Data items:
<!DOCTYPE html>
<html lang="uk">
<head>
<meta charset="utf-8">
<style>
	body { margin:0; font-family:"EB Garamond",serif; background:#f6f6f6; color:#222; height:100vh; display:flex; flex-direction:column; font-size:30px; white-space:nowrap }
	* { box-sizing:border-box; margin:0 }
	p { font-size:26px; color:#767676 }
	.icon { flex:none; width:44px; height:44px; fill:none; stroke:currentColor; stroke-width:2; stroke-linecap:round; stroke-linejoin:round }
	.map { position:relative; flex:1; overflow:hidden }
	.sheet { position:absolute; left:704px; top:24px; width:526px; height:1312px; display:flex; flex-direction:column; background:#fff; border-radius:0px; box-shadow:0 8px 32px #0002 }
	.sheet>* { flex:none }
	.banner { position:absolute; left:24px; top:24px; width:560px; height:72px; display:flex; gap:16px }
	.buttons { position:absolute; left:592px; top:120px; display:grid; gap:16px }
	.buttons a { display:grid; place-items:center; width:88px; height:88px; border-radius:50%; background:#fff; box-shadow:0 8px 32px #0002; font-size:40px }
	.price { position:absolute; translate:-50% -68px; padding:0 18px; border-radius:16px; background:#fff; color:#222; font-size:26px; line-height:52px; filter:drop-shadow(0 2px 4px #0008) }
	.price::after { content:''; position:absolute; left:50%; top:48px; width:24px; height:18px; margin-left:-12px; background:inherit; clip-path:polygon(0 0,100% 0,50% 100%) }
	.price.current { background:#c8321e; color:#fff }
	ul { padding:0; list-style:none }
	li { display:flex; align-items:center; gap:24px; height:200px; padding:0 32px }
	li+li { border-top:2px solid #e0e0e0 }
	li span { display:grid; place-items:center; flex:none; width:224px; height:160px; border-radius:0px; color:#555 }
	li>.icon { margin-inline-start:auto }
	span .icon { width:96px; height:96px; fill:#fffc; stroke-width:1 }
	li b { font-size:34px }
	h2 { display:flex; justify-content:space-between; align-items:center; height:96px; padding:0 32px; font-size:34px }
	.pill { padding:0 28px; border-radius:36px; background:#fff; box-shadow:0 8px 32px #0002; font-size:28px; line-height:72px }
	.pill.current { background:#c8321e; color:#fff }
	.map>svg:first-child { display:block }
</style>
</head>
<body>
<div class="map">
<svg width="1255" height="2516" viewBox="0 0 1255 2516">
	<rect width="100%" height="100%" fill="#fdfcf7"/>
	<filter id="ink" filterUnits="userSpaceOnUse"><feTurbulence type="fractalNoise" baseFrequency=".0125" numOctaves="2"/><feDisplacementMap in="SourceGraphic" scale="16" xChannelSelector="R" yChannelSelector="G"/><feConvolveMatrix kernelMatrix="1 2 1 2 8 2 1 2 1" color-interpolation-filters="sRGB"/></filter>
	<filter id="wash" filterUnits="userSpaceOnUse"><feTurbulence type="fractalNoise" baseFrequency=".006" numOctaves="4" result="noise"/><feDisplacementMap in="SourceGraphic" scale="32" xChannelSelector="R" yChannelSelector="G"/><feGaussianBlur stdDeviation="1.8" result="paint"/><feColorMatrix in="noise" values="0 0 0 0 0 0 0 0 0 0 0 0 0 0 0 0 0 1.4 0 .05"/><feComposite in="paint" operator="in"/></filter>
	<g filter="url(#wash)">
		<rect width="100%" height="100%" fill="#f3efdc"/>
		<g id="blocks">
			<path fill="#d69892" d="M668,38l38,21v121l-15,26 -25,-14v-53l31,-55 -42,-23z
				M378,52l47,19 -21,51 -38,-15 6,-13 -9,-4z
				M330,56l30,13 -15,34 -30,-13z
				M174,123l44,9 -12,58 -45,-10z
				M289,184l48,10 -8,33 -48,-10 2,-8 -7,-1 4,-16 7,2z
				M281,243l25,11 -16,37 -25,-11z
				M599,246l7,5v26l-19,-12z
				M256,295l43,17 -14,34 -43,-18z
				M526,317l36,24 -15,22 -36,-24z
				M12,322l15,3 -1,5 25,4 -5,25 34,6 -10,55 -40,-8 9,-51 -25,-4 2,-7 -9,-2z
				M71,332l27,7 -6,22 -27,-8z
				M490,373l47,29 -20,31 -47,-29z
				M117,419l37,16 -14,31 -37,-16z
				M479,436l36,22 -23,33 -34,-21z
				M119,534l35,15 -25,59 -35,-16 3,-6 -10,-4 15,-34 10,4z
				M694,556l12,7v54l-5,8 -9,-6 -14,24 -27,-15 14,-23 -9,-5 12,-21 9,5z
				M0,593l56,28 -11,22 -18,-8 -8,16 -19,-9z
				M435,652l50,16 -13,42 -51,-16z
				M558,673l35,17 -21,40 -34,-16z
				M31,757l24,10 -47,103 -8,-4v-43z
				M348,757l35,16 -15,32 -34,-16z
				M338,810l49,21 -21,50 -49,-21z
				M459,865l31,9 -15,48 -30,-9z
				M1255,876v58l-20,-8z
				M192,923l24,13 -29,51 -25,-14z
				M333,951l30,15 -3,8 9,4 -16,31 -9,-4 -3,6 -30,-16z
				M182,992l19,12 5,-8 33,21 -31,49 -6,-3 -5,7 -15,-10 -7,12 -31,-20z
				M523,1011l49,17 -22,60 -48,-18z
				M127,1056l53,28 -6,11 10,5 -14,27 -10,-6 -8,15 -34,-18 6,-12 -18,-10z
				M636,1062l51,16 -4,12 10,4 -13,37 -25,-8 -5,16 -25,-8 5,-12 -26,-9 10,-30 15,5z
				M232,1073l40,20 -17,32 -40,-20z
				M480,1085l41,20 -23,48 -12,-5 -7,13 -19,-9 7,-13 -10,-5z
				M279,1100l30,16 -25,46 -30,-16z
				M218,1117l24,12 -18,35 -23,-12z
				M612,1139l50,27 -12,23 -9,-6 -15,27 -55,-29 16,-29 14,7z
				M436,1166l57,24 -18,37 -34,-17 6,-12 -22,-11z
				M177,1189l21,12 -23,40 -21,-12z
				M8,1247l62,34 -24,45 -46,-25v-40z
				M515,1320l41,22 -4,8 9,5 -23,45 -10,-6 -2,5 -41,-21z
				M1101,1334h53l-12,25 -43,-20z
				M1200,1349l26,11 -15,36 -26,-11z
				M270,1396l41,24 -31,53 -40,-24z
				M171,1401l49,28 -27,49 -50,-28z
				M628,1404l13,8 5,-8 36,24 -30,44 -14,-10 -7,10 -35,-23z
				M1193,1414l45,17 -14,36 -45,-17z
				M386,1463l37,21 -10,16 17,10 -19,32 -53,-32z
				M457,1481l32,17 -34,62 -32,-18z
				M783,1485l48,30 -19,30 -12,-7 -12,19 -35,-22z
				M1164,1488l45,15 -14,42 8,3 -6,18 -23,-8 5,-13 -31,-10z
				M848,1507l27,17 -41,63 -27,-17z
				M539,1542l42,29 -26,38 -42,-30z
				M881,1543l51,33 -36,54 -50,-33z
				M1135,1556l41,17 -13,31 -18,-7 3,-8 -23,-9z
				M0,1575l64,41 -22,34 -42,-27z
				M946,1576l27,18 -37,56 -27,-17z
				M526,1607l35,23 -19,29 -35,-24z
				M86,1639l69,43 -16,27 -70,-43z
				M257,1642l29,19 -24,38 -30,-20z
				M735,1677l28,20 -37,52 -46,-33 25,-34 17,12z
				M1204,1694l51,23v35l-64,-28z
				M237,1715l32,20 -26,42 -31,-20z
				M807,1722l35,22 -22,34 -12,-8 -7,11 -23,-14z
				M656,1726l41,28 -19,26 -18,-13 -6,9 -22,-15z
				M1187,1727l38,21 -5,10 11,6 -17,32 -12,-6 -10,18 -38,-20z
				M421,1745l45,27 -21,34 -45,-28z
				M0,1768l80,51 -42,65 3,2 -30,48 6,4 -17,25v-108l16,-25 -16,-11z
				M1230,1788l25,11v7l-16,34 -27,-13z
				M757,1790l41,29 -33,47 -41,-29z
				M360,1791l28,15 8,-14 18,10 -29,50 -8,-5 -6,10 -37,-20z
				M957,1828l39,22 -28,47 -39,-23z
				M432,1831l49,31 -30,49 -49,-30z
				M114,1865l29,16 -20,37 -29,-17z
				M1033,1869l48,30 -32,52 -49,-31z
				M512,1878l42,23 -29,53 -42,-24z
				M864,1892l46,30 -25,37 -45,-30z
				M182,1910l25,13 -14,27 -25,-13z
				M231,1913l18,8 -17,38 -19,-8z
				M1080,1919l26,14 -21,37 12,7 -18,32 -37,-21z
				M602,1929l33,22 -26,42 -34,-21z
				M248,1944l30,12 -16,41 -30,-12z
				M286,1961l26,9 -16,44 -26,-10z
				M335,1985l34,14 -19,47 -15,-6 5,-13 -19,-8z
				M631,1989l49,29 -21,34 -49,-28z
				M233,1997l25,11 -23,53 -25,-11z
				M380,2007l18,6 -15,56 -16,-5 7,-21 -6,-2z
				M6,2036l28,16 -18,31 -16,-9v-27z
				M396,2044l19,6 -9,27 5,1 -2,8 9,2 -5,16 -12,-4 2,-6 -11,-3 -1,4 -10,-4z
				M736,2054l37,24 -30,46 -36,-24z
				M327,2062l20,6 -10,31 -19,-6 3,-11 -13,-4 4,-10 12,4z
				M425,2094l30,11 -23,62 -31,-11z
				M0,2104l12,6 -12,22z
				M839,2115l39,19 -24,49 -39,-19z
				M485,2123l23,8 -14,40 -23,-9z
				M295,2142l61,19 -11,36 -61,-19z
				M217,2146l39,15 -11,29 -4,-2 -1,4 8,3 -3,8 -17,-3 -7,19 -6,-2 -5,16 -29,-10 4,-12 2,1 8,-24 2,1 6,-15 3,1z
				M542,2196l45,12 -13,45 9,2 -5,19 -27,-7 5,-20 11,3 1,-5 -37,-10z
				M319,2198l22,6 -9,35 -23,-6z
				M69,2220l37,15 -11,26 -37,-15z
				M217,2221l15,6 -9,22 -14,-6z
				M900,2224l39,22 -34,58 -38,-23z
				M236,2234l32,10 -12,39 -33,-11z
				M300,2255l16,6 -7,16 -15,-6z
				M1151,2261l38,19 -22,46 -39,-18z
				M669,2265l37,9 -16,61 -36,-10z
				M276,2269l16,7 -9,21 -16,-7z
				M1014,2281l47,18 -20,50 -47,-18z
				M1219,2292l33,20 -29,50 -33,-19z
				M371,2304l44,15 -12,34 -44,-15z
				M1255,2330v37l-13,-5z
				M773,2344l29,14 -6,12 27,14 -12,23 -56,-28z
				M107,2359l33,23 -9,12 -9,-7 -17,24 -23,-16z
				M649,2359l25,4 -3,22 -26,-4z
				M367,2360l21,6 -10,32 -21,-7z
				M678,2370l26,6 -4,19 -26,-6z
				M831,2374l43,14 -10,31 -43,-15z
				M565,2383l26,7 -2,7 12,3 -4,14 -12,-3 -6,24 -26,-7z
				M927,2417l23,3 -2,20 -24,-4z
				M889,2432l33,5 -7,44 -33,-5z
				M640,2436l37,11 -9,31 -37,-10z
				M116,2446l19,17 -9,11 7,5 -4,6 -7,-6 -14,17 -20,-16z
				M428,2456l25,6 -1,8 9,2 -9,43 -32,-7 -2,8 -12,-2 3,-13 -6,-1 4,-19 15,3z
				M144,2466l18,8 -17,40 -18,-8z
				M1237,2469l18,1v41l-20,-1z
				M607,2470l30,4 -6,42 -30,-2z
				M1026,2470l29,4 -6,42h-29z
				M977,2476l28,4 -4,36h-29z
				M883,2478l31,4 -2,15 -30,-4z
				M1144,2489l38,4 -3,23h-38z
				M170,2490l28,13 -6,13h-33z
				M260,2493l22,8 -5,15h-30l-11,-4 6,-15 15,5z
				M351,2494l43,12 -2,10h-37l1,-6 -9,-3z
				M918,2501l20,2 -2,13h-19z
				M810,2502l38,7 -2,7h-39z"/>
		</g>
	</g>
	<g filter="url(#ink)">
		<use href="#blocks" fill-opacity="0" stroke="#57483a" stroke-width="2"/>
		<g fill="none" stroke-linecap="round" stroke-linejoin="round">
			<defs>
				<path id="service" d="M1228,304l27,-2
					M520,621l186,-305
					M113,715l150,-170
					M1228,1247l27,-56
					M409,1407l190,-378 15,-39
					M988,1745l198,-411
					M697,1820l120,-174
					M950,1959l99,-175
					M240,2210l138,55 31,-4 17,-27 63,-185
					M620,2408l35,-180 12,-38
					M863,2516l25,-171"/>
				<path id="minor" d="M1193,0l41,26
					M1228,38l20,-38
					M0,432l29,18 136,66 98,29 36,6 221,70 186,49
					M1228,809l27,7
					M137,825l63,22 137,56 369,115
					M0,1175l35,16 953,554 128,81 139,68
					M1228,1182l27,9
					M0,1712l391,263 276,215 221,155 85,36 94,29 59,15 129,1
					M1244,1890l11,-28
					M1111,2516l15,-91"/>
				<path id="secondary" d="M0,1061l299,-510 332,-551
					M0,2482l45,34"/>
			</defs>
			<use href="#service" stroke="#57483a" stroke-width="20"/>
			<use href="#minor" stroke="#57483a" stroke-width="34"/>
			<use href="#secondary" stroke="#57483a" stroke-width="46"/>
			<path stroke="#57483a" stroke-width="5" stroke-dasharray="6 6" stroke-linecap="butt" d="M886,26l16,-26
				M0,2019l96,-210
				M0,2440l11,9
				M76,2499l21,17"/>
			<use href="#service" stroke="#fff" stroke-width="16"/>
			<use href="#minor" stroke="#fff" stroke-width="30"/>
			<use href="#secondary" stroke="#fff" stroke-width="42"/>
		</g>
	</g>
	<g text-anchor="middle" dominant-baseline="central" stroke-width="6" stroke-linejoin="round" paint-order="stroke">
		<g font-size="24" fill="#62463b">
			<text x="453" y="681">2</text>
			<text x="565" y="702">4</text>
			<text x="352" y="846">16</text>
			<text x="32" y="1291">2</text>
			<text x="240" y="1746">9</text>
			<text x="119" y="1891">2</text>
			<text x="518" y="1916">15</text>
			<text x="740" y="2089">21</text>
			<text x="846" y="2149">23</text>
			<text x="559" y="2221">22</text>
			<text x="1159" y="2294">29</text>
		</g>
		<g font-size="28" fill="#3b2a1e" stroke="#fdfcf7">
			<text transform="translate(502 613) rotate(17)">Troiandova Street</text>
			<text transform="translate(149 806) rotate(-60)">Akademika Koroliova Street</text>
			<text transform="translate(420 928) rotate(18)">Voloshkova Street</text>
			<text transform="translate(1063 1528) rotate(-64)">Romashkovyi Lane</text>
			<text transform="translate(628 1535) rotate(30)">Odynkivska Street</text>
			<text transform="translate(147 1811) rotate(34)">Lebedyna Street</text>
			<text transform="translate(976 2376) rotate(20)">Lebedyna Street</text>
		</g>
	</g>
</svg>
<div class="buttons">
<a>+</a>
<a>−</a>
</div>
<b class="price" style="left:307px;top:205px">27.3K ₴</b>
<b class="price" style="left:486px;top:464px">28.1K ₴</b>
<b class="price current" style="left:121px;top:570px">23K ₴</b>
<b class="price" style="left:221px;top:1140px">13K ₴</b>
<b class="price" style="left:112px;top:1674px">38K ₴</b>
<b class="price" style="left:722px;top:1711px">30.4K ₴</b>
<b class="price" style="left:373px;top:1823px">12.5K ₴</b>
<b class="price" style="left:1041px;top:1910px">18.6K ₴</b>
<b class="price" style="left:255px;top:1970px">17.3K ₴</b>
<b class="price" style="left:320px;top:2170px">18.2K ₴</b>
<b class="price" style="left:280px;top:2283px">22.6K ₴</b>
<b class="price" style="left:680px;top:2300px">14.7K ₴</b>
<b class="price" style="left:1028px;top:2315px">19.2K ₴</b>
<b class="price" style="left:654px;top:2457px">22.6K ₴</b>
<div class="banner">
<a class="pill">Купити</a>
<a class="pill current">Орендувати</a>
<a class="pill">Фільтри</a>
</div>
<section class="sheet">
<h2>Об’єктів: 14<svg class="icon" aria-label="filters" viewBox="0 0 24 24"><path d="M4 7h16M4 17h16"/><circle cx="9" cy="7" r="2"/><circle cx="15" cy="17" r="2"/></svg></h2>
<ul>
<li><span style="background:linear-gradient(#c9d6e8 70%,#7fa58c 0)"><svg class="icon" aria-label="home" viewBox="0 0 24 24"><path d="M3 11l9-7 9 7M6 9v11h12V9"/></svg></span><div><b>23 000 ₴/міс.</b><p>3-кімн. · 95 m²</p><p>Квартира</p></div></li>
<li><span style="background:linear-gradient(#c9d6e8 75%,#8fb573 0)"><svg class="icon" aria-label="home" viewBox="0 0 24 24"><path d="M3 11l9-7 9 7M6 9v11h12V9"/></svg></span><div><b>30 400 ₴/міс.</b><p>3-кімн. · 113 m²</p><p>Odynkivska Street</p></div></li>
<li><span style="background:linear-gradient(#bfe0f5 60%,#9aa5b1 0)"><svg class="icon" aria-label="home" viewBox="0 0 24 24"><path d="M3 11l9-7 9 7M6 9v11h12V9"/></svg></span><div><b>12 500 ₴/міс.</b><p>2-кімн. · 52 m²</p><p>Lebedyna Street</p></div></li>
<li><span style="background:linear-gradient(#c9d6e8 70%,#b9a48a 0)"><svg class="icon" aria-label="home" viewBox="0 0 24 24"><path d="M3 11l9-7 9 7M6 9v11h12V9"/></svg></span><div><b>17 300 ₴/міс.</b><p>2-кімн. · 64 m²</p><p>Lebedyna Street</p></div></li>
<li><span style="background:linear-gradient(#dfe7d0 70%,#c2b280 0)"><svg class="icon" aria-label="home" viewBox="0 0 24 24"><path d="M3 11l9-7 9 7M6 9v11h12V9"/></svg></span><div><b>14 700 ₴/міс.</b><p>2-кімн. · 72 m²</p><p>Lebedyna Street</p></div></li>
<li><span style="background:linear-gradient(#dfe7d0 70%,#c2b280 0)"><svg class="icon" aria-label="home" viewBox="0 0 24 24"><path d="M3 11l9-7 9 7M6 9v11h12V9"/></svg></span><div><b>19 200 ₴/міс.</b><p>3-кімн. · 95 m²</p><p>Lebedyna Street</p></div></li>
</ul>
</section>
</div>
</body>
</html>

> _Brief_: Based on the entries above, give the number of lines with the string "scale" and no further text.

> _Answer to this task_: 2